RECORD SET —
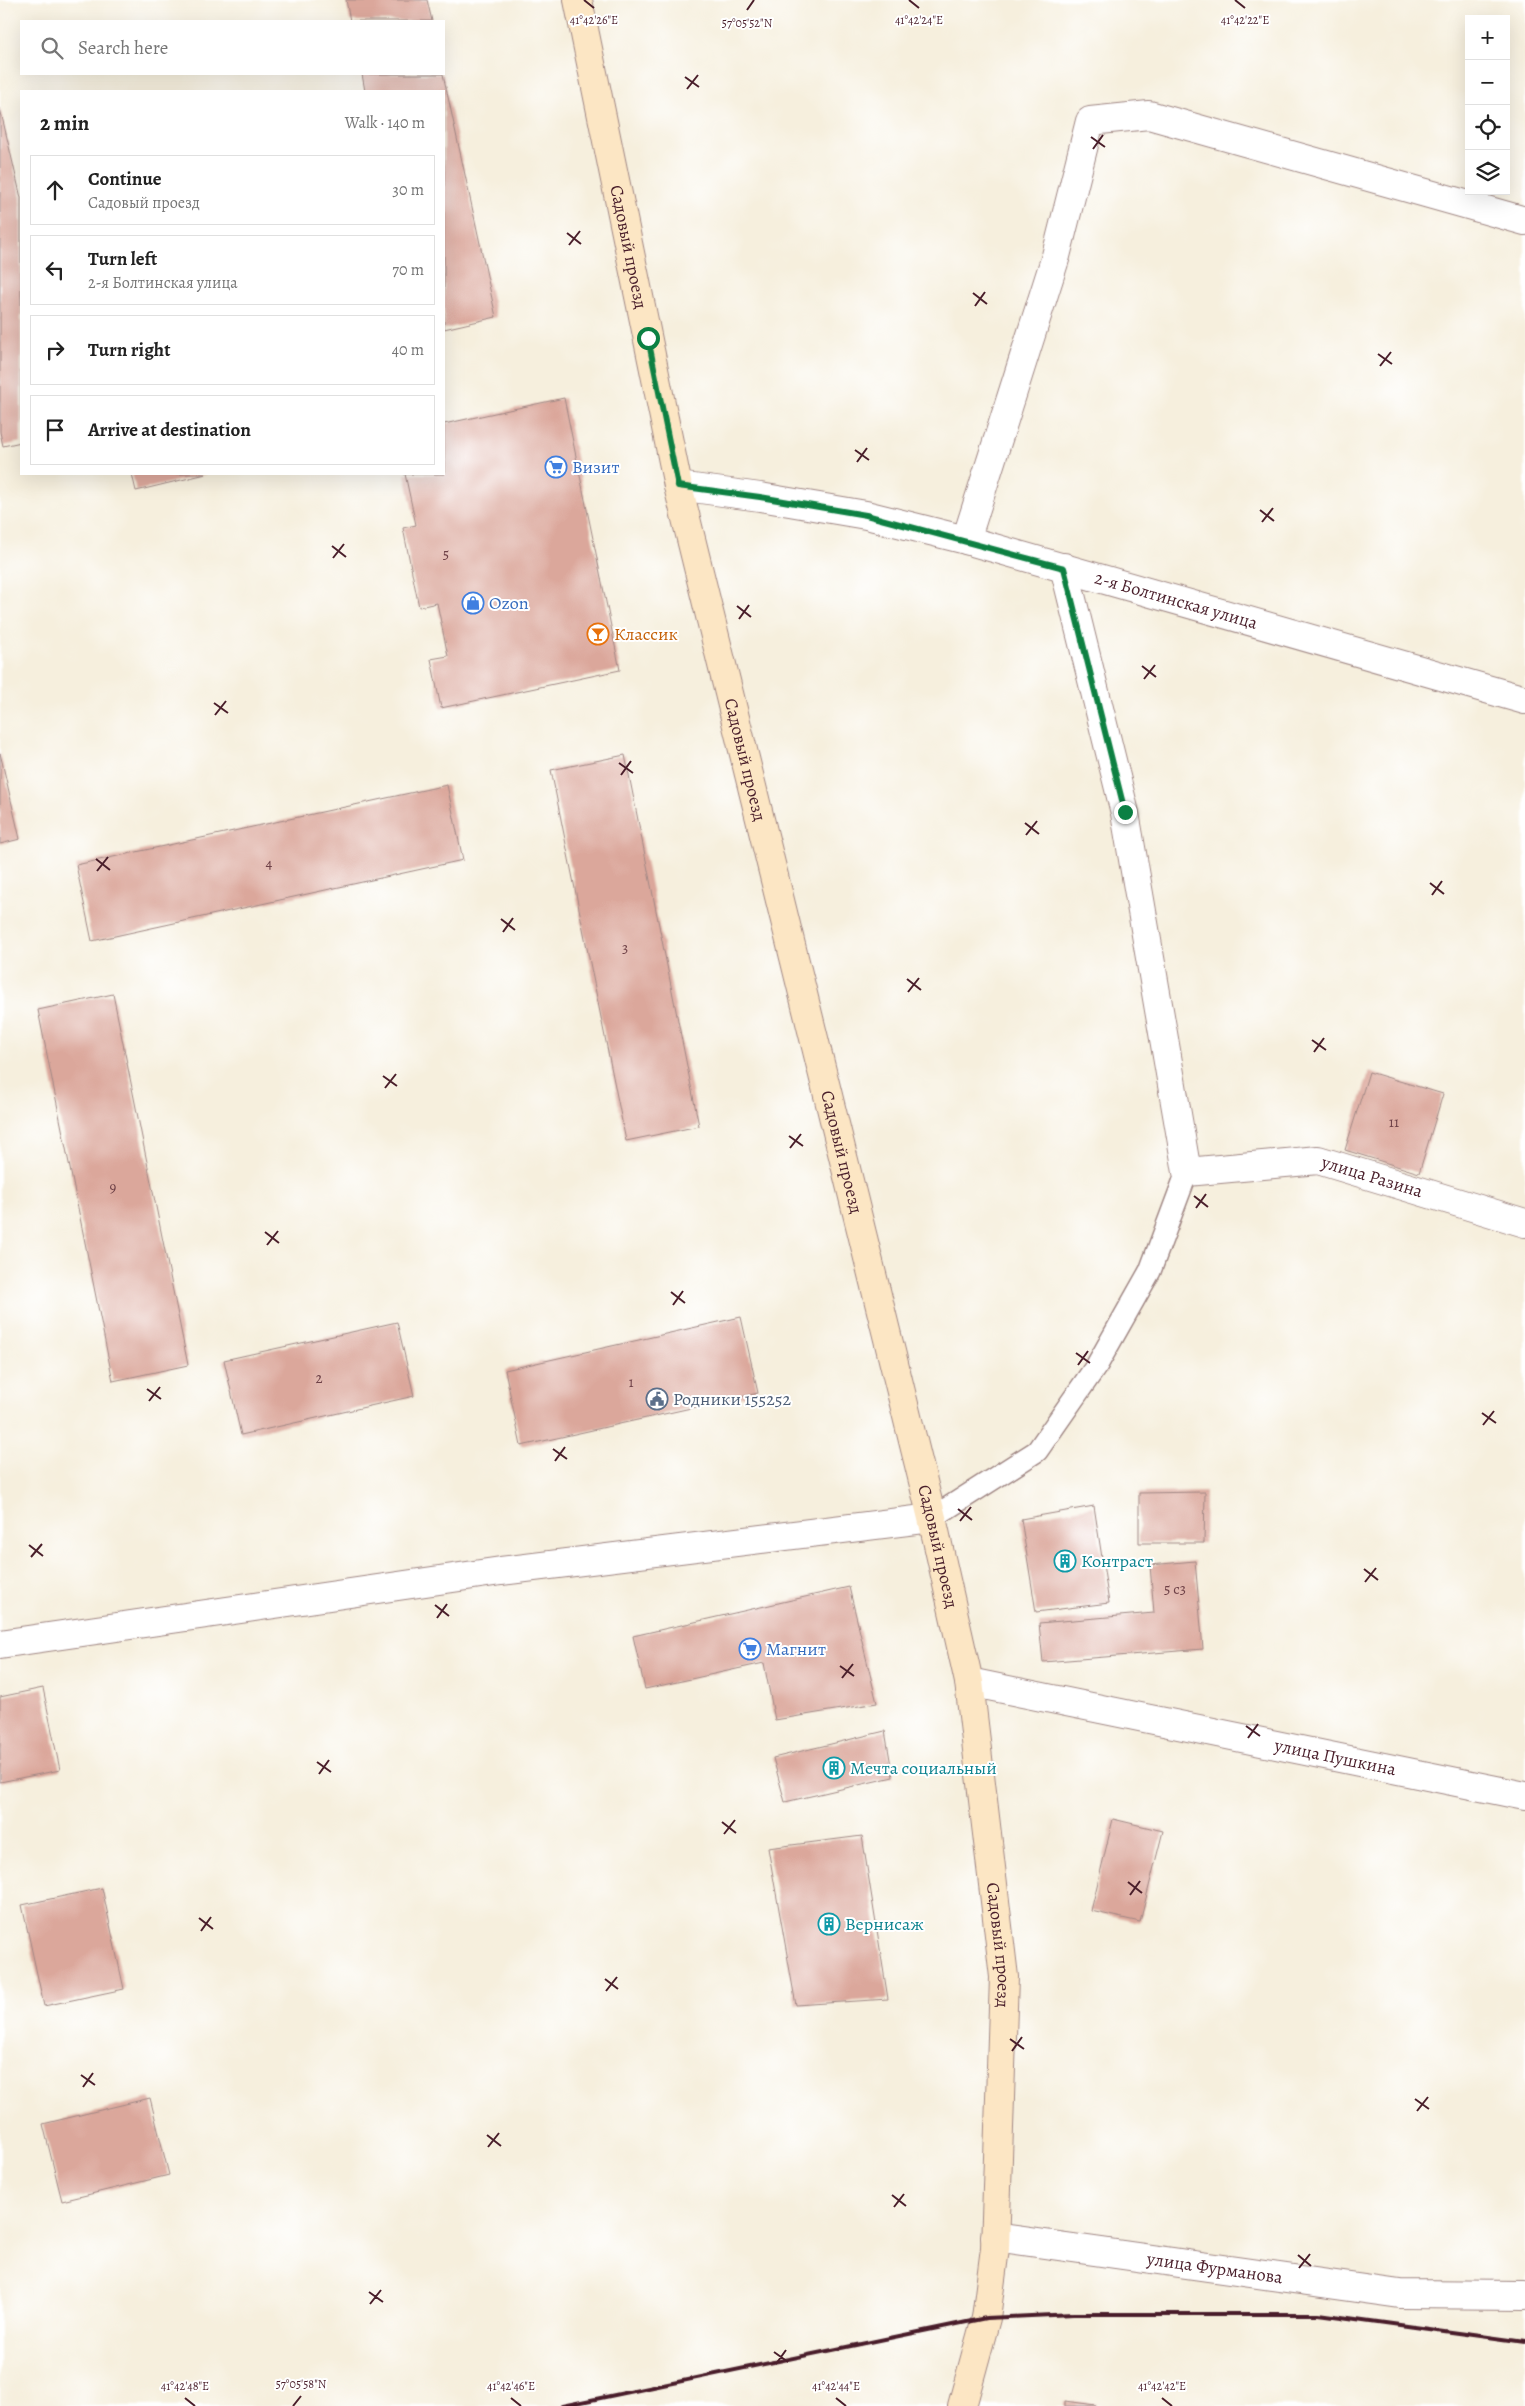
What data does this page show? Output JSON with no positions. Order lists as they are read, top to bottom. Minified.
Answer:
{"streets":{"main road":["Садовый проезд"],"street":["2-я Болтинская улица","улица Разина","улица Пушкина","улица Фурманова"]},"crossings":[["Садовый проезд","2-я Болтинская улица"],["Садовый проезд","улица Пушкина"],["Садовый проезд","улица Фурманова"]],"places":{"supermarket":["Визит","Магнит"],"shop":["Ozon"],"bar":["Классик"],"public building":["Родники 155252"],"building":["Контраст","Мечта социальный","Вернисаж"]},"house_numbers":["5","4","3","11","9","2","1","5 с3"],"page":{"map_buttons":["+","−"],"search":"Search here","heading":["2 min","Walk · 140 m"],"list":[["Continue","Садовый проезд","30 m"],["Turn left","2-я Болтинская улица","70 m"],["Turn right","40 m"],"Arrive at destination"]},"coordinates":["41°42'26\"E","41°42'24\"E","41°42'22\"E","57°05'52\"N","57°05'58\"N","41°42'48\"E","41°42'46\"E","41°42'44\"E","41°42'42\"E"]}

---

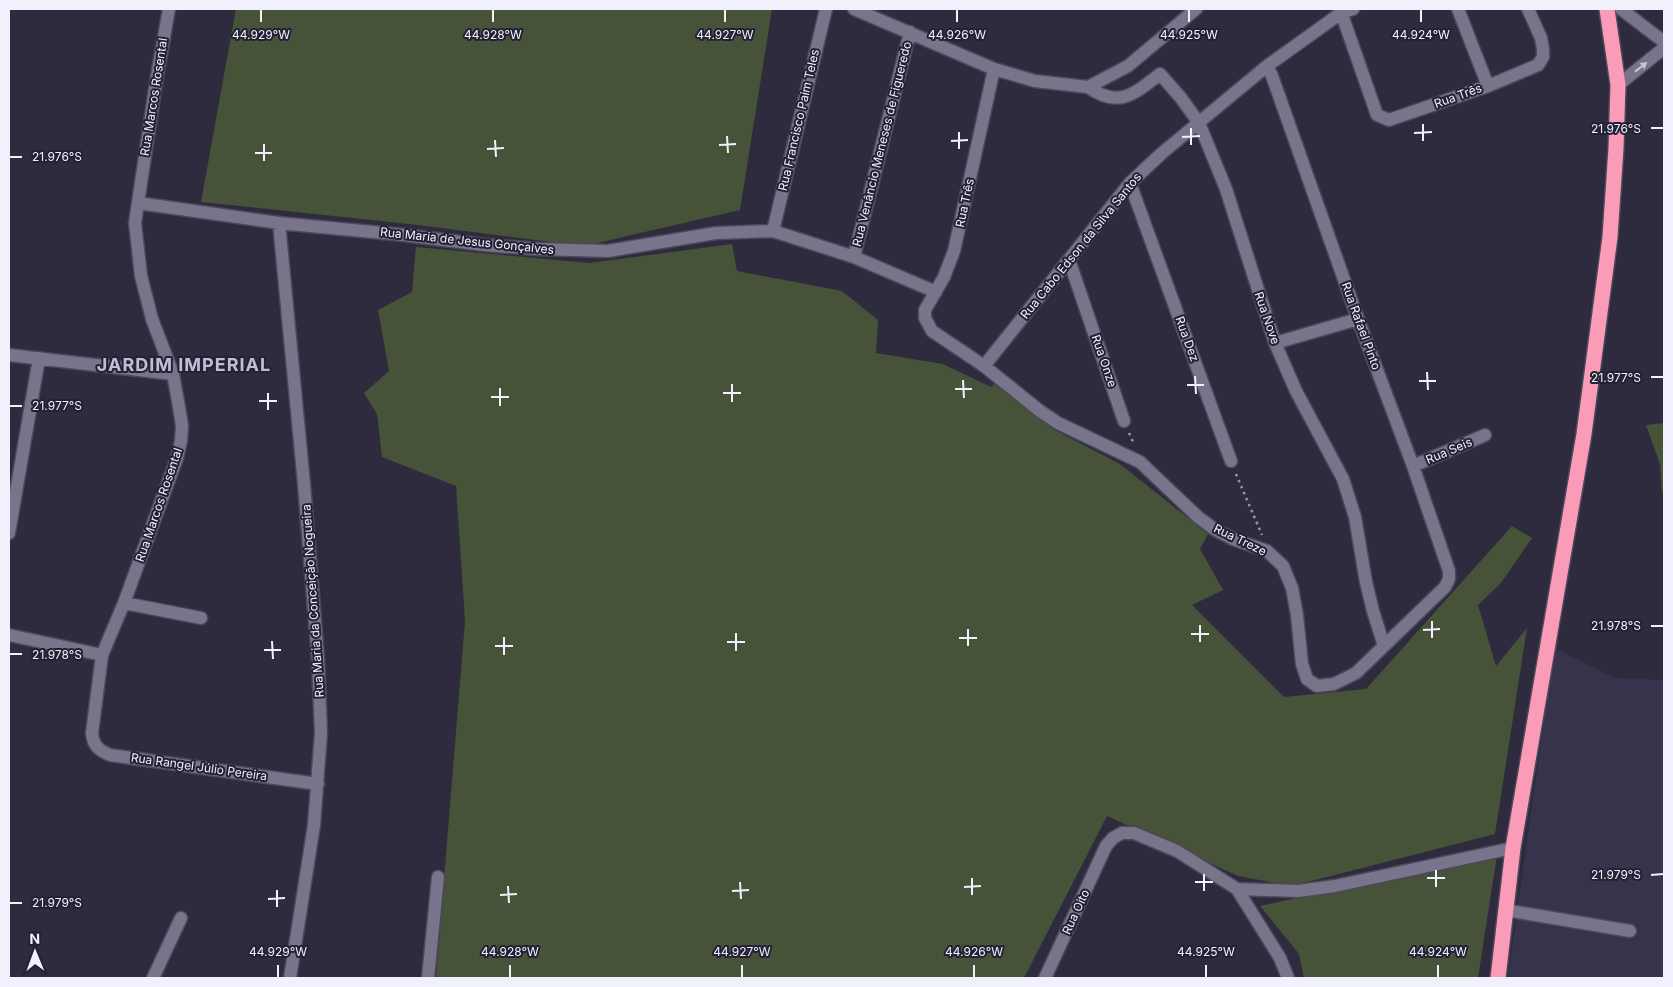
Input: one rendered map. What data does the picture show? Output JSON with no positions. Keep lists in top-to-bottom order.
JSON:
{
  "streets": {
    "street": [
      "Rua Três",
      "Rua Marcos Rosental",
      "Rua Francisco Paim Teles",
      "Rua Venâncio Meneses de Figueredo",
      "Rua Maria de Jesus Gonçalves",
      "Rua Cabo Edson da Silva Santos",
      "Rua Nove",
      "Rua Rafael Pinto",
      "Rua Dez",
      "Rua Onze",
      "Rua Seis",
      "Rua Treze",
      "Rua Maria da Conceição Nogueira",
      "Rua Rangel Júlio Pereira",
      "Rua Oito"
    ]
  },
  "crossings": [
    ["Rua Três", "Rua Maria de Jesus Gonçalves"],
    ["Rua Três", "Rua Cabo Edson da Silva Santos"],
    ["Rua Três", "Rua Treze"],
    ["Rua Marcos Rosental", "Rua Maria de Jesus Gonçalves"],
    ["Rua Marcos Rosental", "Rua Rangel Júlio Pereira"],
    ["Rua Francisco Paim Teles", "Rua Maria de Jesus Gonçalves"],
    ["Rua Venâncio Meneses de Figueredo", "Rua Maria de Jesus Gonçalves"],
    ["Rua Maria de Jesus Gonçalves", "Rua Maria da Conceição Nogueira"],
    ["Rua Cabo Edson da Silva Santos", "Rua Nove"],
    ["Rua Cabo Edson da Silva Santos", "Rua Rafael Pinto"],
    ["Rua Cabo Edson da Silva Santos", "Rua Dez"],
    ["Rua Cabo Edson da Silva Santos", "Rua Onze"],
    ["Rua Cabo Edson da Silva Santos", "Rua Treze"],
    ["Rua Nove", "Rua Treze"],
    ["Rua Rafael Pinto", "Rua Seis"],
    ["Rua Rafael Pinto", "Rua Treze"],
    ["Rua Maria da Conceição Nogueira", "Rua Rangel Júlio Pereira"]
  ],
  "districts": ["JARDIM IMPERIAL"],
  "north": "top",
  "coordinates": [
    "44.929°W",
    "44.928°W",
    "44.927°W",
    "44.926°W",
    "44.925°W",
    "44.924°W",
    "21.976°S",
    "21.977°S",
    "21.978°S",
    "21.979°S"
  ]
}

--

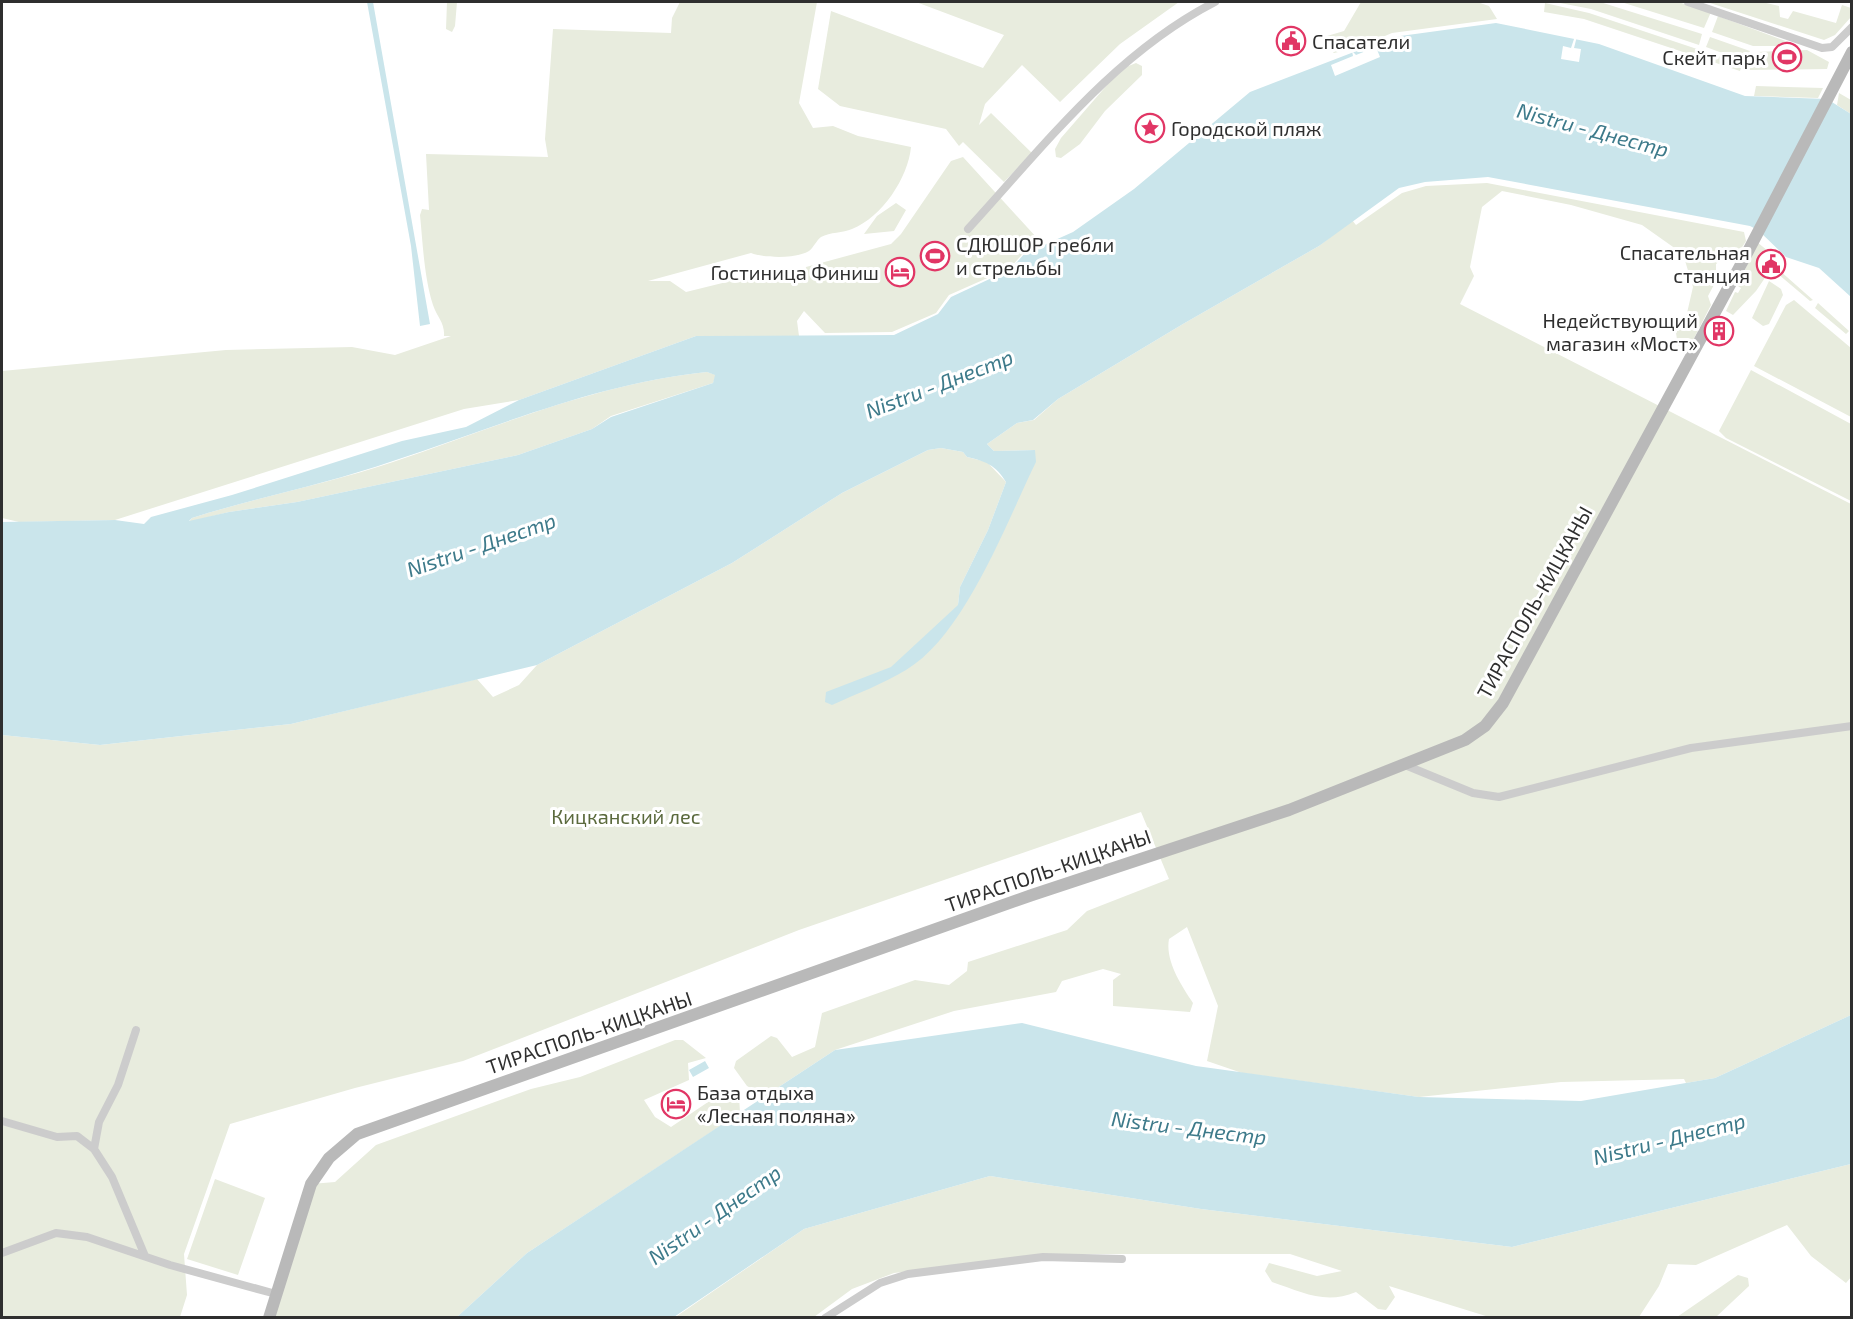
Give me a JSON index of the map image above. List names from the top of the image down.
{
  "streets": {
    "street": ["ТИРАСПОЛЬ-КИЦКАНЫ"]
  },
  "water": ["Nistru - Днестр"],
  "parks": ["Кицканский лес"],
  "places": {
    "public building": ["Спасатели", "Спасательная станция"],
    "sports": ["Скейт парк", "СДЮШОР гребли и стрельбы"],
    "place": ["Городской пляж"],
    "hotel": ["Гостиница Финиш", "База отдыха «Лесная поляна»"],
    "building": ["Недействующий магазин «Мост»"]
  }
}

ACTIVITY —
Copy out whichever lines of the listing contain the word "bottom".

EXERCISE SOLUTION —
What data does this page show? Output JSON with no positions. Order lists as they are read, top to bottom. Minified.
Input: one rendered map. What data does the picture show? Output JSON with no positions. Keep lists in top-to-bottom order.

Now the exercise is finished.